I took her in my two hands, holding her tight so she wouldn’t squirm loose and get away, and walked with her to our chicken house and around behind it to where there was a peach tree under which we had a pen with chickenyard wire all around and on top. Inside were about nine or a dozen of our best laying hens who had wanted to set, but whom we decided to “break up” instead of letting them have their stubborn hen-ways and “set.” There they were, all shut up by themselves. Some of them were walking around with their wings all spread out, and clucking like they wanted a bunch of little chickens to come and crawl under them, and they were cluck-cluck-clucking in a saddish whining tone of voice. Over in one corner was a white egg which meant that one of the hens had already given up wanting to “set” and was behaving herself again like a good laying hen. And I thought that as soon as we could decide which one of the hens it was, we’d take her out and let her have her liberty again.

“See there,” I said to Bentcomb, “look at those lonesome old hens! They’re clucking around just like you’ve been doing. Every one of them wanted a family of her own, and not one of them is going to get it! If you don’t be good, and go in that coop like we want you to, we’ll have to shut you up in here and leave you for two whole weeks, which we do to all hens who want to ‘set’ and we won’t let ’em.”

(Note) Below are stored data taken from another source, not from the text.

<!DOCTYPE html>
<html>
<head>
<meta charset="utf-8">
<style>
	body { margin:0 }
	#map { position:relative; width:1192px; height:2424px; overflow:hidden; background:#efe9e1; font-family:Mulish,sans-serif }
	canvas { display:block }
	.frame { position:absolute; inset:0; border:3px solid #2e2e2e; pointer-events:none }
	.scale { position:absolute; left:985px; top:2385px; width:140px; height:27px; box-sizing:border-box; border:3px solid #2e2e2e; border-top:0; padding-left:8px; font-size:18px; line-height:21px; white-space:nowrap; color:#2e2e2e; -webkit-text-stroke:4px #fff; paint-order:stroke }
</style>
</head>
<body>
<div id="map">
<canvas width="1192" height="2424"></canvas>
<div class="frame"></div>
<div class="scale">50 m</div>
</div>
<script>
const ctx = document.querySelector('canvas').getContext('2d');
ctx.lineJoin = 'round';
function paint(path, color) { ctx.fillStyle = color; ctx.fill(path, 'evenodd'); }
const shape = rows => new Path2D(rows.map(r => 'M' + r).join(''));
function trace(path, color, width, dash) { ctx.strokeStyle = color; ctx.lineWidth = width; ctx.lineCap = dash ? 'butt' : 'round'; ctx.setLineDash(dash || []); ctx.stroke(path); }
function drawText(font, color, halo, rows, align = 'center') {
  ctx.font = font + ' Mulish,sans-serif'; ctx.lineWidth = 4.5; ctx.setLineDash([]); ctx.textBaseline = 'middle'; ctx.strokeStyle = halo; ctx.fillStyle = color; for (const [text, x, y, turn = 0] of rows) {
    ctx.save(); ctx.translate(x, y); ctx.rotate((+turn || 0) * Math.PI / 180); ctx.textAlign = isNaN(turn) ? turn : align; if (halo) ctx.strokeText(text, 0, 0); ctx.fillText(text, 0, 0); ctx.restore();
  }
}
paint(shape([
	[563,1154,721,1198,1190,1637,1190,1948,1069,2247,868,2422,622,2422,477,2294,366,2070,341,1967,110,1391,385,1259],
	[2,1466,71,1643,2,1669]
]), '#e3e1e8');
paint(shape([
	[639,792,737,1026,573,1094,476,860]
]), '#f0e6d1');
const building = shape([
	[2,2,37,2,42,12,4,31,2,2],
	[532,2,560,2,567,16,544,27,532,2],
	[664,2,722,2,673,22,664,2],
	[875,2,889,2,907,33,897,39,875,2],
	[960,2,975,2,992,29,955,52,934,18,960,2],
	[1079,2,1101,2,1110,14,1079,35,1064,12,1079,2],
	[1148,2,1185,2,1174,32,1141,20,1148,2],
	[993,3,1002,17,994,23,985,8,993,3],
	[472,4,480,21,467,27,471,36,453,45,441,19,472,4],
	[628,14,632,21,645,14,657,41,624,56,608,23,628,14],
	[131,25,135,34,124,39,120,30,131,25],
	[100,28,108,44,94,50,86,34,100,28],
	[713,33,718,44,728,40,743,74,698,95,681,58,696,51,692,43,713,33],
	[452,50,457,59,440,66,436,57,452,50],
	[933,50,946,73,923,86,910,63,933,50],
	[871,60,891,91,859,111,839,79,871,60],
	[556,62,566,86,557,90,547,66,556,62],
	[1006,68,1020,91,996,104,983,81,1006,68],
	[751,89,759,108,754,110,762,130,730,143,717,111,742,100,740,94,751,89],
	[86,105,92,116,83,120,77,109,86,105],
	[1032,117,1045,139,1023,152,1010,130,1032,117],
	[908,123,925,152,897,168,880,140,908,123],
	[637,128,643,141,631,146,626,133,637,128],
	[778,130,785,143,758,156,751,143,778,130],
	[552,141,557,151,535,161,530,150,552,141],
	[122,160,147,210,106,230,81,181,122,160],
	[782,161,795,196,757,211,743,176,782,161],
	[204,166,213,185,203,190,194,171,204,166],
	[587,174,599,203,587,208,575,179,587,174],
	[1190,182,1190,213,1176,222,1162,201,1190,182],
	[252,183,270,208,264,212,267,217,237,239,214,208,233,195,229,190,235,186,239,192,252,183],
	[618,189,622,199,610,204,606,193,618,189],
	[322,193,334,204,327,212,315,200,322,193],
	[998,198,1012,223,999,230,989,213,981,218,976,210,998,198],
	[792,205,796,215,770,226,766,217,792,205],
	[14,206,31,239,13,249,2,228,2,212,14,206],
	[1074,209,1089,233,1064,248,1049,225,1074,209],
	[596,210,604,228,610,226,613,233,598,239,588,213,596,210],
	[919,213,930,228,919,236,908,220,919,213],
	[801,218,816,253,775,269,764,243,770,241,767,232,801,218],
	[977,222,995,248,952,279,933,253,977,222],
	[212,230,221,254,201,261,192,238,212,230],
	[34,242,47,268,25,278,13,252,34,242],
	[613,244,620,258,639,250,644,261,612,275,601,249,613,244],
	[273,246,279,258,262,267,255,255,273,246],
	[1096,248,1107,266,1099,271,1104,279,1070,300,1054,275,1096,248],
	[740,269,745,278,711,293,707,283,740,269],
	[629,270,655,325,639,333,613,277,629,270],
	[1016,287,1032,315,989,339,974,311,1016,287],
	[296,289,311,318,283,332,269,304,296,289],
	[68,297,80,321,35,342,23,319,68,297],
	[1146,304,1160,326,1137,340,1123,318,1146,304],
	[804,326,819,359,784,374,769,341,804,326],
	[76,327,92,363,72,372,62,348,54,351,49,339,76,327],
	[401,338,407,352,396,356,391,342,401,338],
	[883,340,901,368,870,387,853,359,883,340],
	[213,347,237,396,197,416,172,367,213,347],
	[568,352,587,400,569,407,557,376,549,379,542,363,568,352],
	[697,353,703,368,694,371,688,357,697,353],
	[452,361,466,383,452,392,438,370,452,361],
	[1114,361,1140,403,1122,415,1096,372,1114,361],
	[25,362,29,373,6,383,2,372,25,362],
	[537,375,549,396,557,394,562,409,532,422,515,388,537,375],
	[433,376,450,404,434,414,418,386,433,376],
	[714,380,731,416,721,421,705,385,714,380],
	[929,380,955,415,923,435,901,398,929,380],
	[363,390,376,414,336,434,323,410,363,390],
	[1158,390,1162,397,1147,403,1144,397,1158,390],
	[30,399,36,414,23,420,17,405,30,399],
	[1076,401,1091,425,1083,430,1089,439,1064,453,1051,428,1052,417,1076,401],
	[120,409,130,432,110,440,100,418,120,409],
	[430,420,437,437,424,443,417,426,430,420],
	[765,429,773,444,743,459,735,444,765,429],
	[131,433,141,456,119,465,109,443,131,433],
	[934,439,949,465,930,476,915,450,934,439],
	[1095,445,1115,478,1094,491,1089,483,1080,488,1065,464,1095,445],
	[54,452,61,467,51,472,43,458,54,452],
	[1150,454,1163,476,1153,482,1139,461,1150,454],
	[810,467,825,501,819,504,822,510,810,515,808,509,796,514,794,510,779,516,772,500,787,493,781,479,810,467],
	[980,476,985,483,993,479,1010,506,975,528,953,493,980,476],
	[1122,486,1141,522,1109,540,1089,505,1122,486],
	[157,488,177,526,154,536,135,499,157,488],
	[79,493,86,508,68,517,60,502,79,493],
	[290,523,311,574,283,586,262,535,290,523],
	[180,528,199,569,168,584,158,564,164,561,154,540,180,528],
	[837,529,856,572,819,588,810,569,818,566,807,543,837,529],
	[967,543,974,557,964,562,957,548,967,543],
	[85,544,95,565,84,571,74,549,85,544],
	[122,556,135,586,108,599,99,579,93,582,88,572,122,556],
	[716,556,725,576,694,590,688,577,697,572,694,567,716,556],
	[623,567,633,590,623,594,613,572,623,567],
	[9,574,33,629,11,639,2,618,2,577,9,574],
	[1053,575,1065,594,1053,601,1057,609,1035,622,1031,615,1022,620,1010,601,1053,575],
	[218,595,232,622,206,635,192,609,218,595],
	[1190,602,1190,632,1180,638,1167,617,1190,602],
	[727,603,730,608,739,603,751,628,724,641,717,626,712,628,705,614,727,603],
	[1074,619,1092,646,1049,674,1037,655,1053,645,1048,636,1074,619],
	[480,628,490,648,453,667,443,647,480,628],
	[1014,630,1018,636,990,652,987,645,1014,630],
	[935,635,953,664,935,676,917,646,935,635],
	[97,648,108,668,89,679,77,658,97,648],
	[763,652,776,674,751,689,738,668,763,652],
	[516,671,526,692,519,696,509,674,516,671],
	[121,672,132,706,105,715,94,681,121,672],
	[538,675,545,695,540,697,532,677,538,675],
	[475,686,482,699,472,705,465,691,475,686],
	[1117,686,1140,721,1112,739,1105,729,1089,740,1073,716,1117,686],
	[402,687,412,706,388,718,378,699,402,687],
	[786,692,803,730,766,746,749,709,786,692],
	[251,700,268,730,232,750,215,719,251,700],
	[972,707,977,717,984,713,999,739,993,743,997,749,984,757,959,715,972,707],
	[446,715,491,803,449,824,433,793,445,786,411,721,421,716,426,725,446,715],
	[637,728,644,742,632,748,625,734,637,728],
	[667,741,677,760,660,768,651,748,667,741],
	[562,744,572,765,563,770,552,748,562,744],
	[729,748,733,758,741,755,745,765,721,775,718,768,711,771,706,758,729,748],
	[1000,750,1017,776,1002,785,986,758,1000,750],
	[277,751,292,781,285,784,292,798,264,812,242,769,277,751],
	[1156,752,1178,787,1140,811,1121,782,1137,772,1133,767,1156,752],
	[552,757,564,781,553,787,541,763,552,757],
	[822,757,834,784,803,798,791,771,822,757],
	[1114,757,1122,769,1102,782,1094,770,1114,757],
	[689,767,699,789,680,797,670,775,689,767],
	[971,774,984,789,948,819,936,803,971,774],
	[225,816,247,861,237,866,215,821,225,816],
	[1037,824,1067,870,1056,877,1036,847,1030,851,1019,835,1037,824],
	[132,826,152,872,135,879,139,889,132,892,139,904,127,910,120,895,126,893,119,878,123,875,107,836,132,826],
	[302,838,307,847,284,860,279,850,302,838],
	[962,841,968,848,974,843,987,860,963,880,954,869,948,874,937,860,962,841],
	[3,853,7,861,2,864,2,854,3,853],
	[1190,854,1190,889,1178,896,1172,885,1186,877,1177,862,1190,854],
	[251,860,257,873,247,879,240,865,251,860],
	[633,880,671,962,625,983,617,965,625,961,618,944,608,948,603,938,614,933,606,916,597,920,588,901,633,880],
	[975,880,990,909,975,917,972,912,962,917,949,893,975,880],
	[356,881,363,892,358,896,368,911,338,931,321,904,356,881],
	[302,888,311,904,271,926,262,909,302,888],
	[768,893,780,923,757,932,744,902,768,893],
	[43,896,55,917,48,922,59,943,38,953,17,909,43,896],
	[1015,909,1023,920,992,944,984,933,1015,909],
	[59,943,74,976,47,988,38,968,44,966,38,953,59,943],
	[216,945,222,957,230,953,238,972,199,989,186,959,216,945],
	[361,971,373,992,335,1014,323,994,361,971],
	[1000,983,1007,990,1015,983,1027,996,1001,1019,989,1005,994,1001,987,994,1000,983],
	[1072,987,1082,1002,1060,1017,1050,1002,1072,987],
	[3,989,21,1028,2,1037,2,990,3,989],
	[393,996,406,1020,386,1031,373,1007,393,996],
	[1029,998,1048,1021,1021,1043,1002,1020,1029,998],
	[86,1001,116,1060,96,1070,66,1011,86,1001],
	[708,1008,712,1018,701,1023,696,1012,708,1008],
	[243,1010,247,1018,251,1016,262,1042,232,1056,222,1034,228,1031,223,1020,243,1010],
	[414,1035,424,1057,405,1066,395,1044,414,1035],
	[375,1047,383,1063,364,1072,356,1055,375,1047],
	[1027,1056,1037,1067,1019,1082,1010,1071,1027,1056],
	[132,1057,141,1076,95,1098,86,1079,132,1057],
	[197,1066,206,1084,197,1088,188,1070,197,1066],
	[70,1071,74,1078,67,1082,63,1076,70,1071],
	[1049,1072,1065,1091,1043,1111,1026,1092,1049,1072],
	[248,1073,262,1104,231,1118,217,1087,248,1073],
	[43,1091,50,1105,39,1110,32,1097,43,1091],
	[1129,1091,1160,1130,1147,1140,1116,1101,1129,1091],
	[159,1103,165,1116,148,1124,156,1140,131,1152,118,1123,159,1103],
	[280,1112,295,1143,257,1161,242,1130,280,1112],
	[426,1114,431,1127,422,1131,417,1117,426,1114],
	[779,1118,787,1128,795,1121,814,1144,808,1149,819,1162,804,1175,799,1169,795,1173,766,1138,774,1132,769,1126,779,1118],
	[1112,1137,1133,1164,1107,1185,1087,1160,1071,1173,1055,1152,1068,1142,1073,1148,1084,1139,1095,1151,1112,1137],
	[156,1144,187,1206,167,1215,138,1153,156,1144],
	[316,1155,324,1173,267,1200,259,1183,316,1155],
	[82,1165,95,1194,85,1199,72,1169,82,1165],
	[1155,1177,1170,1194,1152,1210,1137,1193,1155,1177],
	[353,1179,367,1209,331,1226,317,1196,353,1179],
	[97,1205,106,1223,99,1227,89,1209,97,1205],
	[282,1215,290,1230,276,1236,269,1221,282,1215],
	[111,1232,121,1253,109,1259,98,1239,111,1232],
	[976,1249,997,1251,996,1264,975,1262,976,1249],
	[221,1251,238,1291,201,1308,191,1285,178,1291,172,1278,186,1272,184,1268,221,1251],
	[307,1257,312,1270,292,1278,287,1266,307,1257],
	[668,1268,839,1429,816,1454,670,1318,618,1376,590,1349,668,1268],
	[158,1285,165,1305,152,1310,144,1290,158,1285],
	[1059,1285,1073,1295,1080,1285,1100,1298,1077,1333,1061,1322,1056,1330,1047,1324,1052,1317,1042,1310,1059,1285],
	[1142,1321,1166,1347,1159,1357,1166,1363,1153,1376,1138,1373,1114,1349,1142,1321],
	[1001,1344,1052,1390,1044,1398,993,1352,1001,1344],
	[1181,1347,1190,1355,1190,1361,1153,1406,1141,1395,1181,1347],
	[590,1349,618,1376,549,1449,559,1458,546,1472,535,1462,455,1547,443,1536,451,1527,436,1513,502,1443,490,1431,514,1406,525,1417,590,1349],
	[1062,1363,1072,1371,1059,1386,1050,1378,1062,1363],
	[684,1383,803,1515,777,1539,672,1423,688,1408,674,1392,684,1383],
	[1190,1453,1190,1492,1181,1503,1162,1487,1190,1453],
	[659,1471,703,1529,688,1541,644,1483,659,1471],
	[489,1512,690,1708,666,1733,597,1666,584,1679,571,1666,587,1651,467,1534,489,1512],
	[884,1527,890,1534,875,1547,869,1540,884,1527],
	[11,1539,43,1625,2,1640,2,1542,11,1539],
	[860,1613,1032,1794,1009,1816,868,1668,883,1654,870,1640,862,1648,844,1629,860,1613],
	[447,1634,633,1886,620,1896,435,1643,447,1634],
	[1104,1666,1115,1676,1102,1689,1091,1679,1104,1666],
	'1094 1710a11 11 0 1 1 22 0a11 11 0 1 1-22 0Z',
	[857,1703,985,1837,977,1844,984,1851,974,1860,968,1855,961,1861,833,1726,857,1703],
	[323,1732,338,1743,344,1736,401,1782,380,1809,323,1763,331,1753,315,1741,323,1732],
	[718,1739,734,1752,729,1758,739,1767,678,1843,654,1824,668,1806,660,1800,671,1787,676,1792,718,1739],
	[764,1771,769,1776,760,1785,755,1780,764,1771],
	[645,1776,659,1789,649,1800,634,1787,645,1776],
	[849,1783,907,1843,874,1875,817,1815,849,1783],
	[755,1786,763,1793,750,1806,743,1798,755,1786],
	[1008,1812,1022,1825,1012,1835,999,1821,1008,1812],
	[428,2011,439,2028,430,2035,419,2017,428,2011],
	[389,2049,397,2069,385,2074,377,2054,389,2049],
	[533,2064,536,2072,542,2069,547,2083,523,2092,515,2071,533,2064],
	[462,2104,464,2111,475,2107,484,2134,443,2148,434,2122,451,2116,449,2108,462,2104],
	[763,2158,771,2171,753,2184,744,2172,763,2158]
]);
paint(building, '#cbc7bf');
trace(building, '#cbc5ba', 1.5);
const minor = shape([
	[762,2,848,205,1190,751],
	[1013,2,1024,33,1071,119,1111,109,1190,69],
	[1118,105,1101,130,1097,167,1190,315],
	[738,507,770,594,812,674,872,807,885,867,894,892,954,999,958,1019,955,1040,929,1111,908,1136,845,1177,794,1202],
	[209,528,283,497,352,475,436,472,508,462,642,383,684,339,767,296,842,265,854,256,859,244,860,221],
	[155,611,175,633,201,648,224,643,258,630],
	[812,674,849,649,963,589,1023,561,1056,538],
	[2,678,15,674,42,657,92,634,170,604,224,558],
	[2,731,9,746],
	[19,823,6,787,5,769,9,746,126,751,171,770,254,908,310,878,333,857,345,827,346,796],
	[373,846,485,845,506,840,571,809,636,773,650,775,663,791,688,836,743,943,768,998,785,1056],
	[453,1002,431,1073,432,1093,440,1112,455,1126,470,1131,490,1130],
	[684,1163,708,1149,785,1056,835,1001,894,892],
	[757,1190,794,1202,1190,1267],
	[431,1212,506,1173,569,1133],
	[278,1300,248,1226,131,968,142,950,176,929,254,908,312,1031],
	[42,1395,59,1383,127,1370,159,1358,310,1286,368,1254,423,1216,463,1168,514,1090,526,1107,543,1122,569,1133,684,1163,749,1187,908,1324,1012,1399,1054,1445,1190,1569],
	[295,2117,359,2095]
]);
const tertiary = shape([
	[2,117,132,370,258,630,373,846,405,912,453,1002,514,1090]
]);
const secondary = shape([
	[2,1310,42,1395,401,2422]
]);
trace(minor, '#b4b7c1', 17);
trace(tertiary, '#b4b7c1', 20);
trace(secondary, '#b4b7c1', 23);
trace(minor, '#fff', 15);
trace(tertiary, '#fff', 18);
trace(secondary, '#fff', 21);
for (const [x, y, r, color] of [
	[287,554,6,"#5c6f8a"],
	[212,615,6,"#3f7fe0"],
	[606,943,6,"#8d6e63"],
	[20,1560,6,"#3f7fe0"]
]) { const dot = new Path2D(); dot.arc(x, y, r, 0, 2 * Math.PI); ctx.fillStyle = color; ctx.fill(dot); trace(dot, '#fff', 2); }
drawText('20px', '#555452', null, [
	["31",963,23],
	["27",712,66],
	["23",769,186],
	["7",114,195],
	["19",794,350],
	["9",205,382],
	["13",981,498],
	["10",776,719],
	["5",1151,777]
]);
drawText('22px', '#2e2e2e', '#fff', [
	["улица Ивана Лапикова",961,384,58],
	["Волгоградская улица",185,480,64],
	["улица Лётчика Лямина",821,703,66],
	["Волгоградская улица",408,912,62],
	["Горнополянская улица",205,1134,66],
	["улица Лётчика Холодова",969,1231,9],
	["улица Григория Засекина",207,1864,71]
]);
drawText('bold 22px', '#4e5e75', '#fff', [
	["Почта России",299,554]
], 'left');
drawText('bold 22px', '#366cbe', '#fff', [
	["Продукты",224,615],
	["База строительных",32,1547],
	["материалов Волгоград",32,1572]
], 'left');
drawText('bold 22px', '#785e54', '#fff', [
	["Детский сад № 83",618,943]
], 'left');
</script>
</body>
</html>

Say, Bentcomb wasn’t interested at all. She absolutely refused to look, so I took her back again to the coop. “I’m going to give you one more chance,” I said. “I want you to go in there carefully, not breaking any of those eggs, and behave yourself.”

Once more I got down on my knees, holding her carefully like she was a very good friend, which she was, and so she could look in and see for herself what we wanted her to do.

Well sir, this time she must have decided to be good, ’cause all of a sudden, she quit struggling and looked in like she’d made up her mind it might be a good place for her to live for awhile. Without me doing any pushing, or anything, she very slowly started to creep inside the opening in the coop, toward the eggs. The next thing I knew she was on the nest, turning around and scooting herself down and spreading her wings out and settling down and covering every one of those fifteen eggs with her wings.

I turned and yelled, “MOM! She’s gone in! She’s going to set!”

“Put the board over the hole for a while,” Mom said, “so she can’t get out. Let her stay until she feels at home, and then she’ll go back every time we let her out for exercise and water and food.”

I put the rectangular shaped board over the door of Bentcomb’s house, and propped it shut with a brick, so she couldn’t get out.

And so we “set” my favorite hen, Old Bentcomb. In just three weeks there’d be a whole nestful of cheeping chicks and a very proud mamma hen. I sat down for a minute on the roof of her house to rest. I was almost overworked, I started to think, when Pop yelled, “Hey, Bill! Come on out! We’ve got to get the rest of the chores done!” So I started to the barn to help him do them, still thinking about the camping trip we’d all been invited to take, and wondering if I could get to go.